▶ **TASK REQUIREMENTS**
List each line of the data that holds the word "setLineDash".

[Collected data entries]

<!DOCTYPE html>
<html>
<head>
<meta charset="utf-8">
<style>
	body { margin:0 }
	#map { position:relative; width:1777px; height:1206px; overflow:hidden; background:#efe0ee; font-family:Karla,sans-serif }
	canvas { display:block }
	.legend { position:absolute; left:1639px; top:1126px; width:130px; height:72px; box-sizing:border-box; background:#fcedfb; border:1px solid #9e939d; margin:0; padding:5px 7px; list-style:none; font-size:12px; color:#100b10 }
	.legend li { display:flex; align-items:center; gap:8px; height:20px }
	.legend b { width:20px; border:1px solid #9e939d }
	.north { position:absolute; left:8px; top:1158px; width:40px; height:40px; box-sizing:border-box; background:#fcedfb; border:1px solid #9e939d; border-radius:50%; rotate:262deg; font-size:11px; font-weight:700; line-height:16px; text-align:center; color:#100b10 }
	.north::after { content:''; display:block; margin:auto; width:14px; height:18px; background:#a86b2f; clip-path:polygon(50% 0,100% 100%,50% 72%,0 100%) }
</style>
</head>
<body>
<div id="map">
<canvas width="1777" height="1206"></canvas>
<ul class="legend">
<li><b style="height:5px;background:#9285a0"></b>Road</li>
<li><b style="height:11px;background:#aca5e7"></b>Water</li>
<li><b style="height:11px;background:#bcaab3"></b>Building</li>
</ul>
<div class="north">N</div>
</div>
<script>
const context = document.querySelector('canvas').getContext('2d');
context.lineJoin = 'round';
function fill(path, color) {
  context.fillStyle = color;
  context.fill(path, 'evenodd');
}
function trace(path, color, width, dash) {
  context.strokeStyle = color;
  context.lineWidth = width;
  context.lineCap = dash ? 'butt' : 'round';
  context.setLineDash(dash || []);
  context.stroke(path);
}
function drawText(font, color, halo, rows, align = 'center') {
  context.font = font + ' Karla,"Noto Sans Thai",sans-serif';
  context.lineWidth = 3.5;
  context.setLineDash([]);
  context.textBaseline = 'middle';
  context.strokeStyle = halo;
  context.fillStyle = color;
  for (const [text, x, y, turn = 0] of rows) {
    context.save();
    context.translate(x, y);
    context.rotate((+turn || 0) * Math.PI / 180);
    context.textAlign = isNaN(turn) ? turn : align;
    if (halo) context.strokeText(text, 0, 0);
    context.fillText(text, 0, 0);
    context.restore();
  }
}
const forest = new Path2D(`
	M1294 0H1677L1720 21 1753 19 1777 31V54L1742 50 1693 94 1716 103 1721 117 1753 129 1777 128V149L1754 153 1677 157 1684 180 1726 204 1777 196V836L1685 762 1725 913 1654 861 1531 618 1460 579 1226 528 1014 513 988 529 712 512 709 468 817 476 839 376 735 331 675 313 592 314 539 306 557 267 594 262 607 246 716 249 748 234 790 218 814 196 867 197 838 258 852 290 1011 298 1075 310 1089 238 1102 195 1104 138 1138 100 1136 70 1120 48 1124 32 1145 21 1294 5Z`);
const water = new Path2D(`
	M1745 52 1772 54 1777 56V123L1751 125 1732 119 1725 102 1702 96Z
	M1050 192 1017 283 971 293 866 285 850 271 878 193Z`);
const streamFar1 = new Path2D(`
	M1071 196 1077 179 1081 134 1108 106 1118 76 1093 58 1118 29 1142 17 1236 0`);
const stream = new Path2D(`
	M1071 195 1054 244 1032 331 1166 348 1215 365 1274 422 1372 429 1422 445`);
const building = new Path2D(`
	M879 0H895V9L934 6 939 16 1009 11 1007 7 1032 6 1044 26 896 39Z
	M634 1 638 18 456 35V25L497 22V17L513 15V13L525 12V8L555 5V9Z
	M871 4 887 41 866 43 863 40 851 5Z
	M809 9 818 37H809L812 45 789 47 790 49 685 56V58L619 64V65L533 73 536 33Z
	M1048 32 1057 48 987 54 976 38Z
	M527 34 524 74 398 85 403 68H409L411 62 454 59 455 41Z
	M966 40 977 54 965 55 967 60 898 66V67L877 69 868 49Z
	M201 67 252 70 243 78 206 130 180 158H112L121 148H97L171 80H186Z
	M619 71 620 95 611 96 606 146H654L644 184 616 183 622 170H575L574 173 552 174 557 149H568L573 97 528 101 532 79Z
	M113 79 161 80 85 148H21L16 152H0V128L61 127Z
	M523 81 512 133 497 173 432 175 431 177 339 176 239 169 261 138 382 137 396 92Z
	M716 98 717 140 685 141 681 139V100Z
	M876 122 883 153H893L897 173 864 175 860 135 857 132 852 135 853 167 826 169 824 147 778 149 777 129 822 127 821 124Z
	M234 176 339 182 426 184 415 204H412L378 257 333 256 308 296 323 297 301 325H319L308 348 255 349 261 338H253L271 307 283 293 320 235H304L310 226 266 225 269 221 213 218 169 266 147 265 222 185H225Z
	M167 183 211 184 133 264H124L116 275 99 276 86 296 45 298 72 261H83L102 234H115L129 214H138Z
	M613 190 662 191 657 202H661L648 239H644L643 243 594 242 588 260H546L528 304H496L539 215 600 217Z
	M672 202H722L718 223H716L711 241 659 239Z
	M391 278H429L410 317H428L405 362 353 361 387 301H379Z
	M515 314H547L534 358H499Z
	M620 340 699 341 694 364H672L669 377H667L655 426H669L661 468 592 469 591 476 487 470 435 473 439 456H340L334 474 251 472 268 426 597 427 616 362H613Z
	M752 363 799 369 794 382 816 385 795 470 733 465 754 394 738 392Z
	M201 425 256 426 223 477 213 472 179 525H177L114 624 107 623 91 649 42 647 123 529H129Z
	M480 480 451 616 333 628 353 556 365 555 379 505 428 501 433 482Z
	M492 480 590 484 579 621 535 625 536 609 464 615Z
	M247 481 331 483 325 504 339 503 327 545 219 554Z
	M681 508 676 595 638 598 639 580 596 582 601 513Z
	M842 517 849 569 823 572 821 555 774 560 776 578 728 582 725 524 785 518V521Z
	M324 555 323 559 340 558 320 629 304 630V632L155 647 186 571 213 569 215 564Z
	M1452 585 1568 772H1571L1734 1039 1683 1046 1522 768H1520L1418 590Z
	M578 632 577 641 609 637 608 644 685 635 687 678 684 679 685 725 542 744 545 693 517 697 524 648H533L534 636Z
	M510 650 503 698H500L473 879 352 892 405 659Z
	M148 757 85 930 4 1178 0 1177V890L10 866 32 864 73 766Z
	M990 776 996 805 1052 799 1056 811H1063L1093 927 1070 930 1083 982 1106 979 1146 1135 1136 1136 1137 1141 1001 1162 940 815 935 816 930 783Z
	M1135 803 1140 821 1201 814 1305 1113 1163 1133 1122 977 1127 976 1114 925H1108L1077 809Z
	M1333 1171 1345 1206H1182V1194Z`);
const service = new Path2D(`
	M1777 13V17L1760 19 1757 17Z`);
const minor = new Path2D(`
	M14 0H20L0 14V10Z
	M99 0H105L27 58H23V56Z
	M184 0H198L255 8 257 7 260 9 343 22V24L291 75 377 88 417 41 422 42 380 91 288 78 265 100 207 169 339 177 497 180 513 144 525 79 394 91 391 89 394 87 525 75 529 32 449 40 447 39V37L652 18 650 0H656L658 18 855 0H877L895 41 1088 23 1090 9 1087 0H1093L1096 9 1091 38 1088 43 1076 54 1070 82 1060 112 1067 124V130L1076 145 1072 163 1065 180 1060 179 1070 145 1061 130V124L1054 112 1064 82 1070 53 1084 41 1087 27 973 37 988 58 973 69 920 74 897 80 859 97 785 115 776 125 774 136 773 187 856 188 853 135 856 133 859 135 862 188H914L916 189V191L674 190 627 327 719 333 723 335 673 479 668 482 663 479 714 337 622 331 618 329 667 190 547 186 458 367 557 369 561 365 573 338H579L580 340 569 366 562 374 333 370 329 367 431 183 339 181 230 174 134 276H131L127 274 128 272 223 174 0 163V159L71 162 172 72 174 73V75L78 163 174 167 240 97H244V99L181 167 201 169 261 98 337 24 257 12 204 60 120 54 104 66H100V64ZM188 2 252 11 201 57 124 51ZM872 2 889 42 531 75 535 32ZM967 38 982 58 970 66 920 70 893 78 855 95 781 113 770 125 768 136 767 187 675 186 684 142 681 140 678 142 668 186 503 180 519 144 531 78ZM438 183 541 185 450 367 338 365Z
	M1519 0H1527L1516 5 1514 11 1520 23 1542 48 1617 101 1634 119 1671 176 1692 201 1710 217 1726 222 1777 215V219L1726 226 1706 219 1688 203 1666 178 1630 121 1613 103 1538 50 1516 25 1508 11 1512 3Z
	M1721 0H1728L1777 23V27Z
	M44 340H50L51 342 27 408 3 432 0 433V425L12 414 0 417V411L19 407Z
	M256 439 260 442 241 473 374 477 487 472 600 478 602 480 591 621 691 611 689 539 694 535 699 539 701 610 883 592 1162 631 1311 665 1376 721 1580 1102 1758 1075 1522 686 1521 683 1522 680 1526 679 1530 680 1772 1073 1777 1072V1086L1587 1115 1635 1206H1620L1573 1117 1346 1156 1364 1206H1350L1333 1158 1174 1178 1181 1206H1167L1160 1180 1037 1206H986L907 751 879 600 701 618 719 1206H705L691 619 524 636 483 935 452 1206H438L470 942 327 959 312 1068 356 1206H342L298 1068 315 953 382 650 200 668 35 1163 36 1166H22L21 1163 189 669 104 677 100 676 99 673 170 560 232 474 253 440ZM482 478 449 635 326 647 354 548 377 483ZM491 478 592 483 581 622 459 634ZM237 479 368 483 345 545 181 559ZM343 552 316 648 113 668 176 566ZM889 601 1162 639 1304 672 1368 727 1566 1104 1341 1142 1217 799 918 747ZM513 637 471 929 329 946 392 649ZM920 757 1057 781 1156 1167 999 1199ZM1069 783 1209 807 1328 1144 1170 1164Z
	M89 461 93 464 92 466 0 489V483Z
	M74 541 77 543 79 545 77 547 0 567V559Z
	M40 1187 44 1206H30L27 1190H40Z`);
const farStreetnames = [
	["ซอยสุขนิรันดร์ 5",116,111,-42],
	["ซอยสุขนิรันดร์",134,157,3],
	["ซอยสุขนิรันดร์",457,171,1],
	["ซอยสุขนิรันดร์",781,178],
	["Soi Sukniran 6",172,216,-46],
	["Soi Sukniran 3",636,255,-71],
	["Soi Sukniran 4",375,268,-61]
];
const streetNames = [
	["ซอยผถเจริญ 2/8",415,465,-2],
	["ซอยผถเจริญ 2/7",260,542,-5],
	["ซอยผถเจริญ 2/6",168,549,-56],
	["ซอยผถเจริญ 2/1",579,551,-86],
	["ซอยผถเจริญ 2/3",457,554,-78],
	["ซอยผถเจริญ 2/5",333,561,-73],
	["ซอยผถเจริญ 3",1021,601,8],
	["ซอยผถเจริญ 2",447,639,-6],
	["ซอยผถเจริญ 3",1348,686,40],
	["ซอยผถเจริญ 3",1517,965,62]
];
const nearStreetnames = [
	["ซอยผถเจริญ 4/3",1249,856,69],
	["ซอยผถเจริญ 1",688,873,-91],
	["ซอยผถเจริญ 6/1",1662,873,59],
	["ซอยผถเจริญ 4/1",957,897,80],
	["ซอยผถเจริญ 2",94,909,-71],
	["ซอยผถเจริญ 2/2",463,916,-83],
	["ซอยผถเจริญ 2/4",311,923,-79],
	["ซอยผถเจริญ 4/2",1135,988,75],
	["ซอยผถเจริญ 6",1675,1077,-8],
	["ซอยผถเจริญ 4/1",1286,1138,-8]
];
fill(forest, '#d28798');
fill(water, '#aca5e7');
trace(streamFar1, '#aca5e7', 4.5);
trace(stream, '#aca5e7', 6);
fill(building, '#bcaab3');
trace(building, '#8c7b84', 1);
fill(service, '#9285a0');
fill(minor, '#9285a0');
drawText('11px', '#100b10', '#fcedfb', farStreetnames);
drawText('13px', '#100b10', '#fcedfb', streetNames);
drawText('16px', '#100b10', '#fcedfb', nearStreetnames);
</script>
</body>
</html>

▶ **REPLY**
  context.setLineDash(dash || []);
  context.setLineDash([]);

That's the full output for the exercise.